Dependencies

Load requisite packages and define directories.

# data manipulation
library(data.table)
library(purrr)
library(magrittr)

# data visualization
library(ggplot2)

# ROC curve
library(pROC)
library(plotROC)

# utilities
library(brainstorm)

Note that directories are relative to the R project path.

# create file structure
celltypes = c("Astrocyte", "Microglia") %>% purrr::set_names()

# set directories
ddir = c("2 - Astrocyte CNN", "3 - Microglia CNN") %>% file.path("Results", "CNN", ., "Output") %>% purrr::set_names(celltypes)
dir4 = file.path("Results", "4 - Spectral Clustering")
dir8 = file.path("Results", "8 - CNN Interpretability")

Load Data

Define function to read CNN output.

# function to read CNN output
read_cnn = function(fpath, lab) {
  
  # select most recent CNN output file
  fname = list.files(fpath, pattern = "\\.csv$") %>%
  .[strsplit(., "_") %>% { order(map_chr(., 2), map_chr(., 1)) }] %>% .[length(.)]
  
  # print and read file
  cat(paste0("\n", toupper(lab), "\nTarget Directory: ", fpath, "\nInput File: ", fname, "\n"))
  if (length(fname) > 0) return(fread(file.path(fpath, fname))) else return(NULL)

}

Load processed ROI measurement data from the 4 - Spectral Clustering directory and CNN output from the CNN\2 - Astrocyte CNN\Output directory.

# read ROI data
all = readRDS(file.path(dir4, "Z-Score Data.rds"))[names(celltypes)]

# read CNN output
cnn = imap(ddir, read_cnn)

Merge Data

Define function to merge ROI measurement data and clustering metadata with CNN output.

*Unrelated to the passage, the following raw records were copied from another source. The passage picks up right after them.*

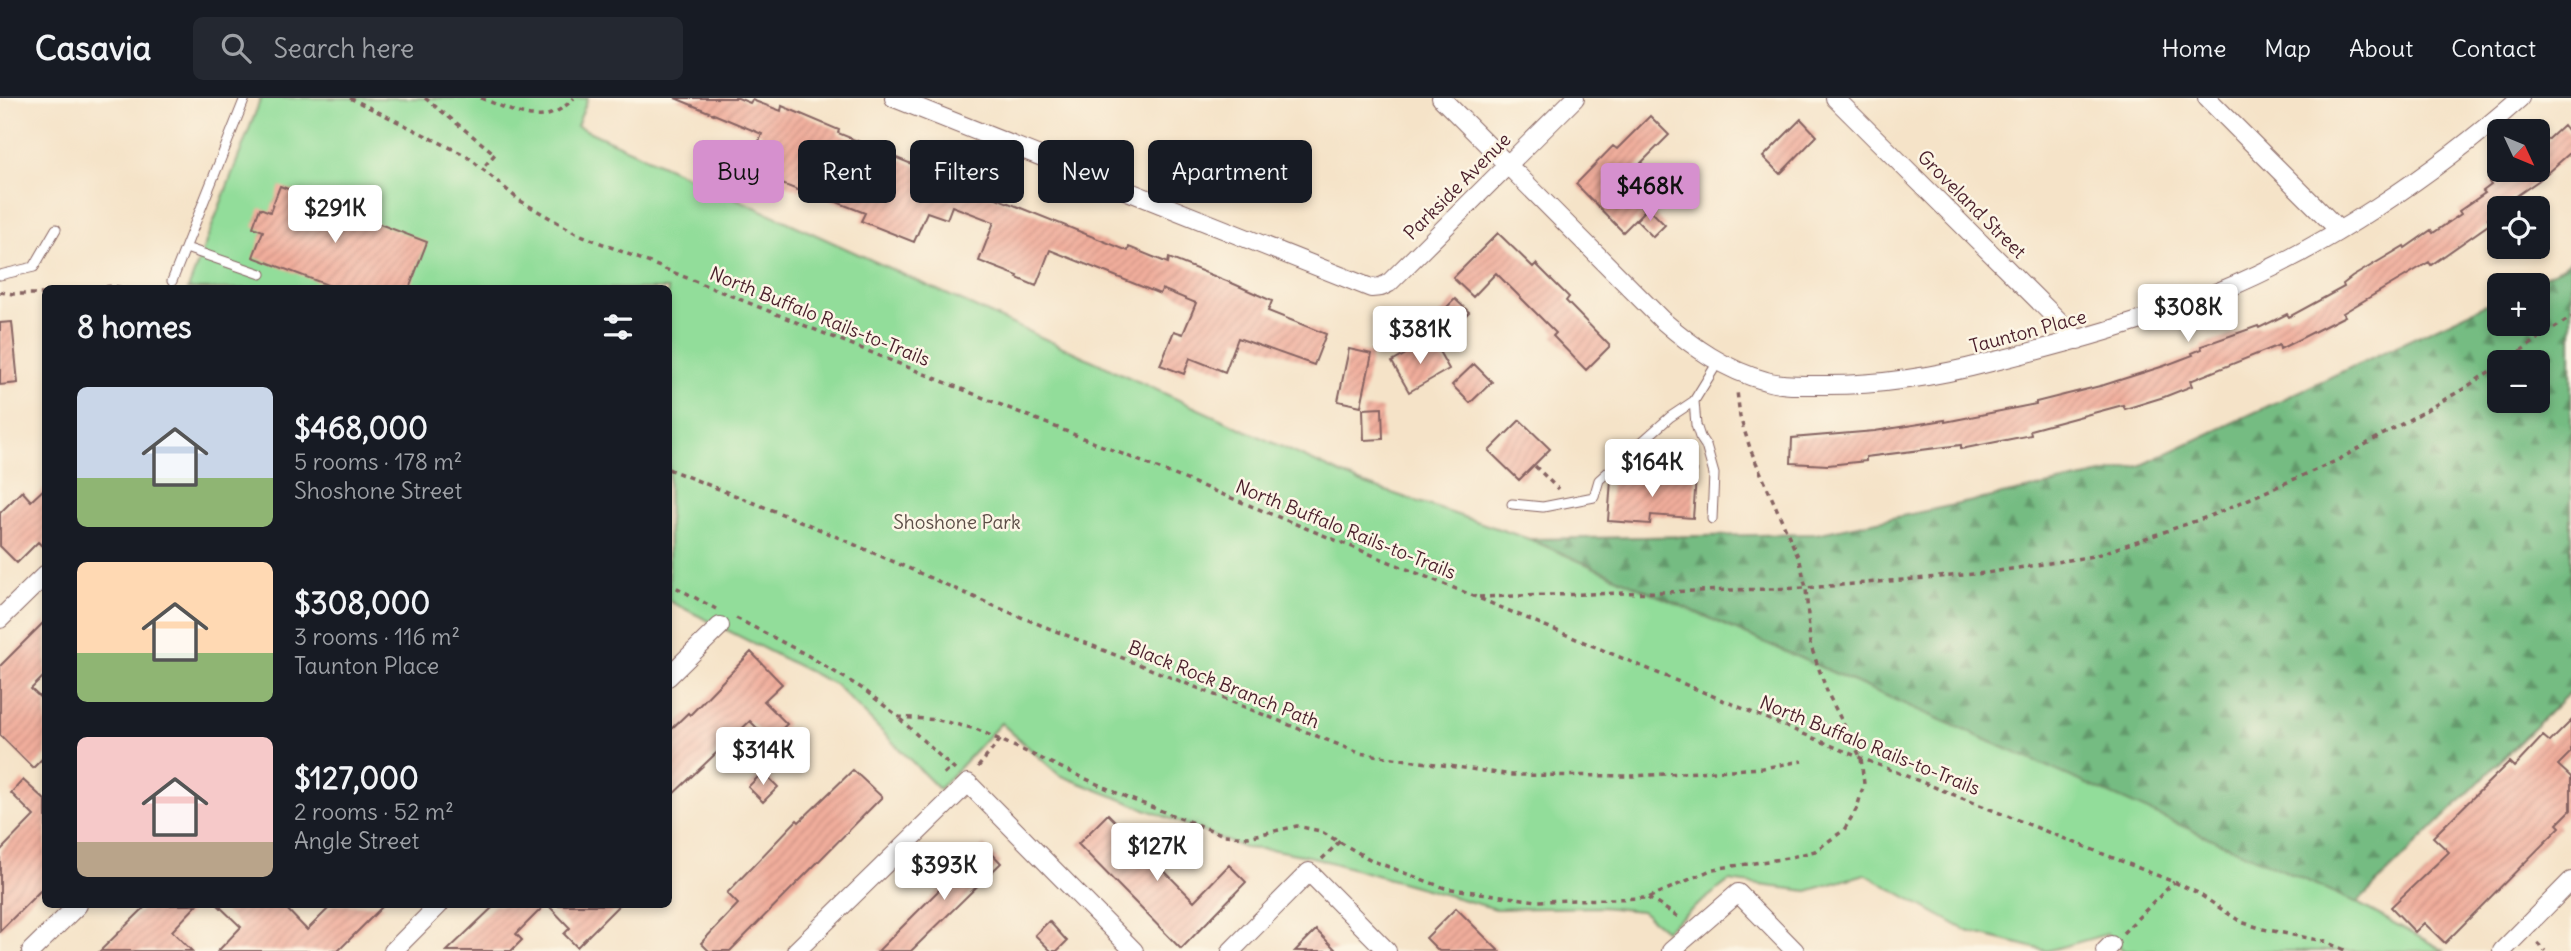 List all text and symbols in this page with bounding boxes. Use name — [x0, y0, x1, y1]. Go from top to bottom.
search box — [193, 17, 683, 80]
text: Casavia — [35, 27, 151, 69]
icon: search — [217, 29, 255, 67]
text: Search here — [273, 32, 414, 65]
text: Home — [2162, 33, 2226, 63]
text: Map — [2264, 33, 2311, 63]
text: About — [2349, 33, 2413, 63]
text: Contact — [2451, 33, 2536, 63]
north arrow — [2487, 119, 2550, 182]
map controls — [2487, 119, 2550, 413]
street label: Parkside Avenue — [1398, 127, 1516, 245]
chip: Buy — [693, 140, 784, 203]
chip: Rent — [798, 140, 896, 203]
chip: Filters — [910, 140, 1024, 203]
chip: New — [1038, 140, 1134, 203]
chip: Apartment — [1148, 140, 1312, 203]
street label: Groveland Street — [1913, 145, 2031, 263]
pin: $468K — [1601, 164, 1699, 223]
text: $468K — [1617, 171, 1683, 200]
pin: $291K — [286, 186, 384, 245]
text: $291K — [304, 193, 366, 222]
button: locate — [2487, 196, 2550, 259]
street label: North Buffalo Rails-to-Trails — [706, 261, 934, 371]
button: + — [2487, 273, 2550, 336]
pin: $308K — [2139, 285, 2237, 344]
text: $308K — [2154, 292, 2222, 321]
street label: Taunton Place — [1967, 304, 2089, 358]
pin: $381K — [1371, 306, 1469, 366]
text: 8 homes — [77, 308, 192, 346]
icon: filters — [599, 308, 637, 346]
text: $381K — [1389, 314, 1451, 343]
button: − — [2487, 350, 2550, 413]
text: $468,000 — [294, 409, 428, 447]
icon: home — [133, 415, 217, 499]
pin: $164K — [1603, 440, 1701, 499]
text: 5 rooms · 178 m² — [294, 447, 462, 476]
text: $164K — [1621, 447, 1683, 476]
street label: North Buffalo Rails-to-Trails — [1232, 474, 1460, 584]
text: Shoshone Street — [294, 476, 462, 505]
park label: Shoshone Park — [893, 510, 1021, 534]
text: $308,000 — [294, 584, 430, 622]
icon: home — [133, 590, 217, 674]
text: 3 rooms · 116 m² — [294, 622, 460, 651]
street label: Black Rock Branch Path — [1125, 635, 1323, 733]
text: Taunton Place — [294, 651, 439, 680]
street label: North Buffalo Rails-to-Trails — [1756, 690, 1984, 800]
pin: $314K — [714, 728, 812, 787]
text: $314K — [732, 735, 794, 764]
text: $127,000 — [294, 759, 419, 797]
icon: home — [133, 765, 217, 849]
text: 2 rooms · 52 m² — [294, 797, 454, 826]
pin: $127K — [1108, 824, 1206, 883]
text: Angle Street — [294, 826, 419, 855]
text: $127K — [1127, 831, 1187, 860]
pin: $393K — [895, 842, 993, 902]
text: $393K — [911, 850, 977, 879]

# function to parse and merge data
merge_data = function(allx, cnnx) {
  
  # parse CNN data
  cnnx %>%
    .[, c("V1", "Image") := NULL] %>%
    .[, File := strsplit(File, "/")] %>%
    .[, File := map(File, ~tail(.x, 1))] %>%
    .[, ID := gsub("(\\.tif|AD_|CTRL_)", "", File)] %>%
    .[, PredictedLabel := factor(PredictedLabel, levels = c(1, 0), labels = c("Control", "Alzheimer"))] %>%
    .[, TrueLabel := factor(TrueLabel, levels = c(1, 0), labels = c("Control", "Alzheimer"))]
  
  # merge data
  setcolorder(cnnx, "ID")
  cnnx = merge(cnnx, allx, by = "ID", all.x = TRUE, all.y = FALSE)
  return(cnnx)
  
}

Map function over data objects for cell-types with CNN output data.

# remove null CNN data
keep = names(which(!map_lgl(cnn, is.null)))
celltypes = celltypes[keep]; all = all[keep]; cnn = cnn[keep]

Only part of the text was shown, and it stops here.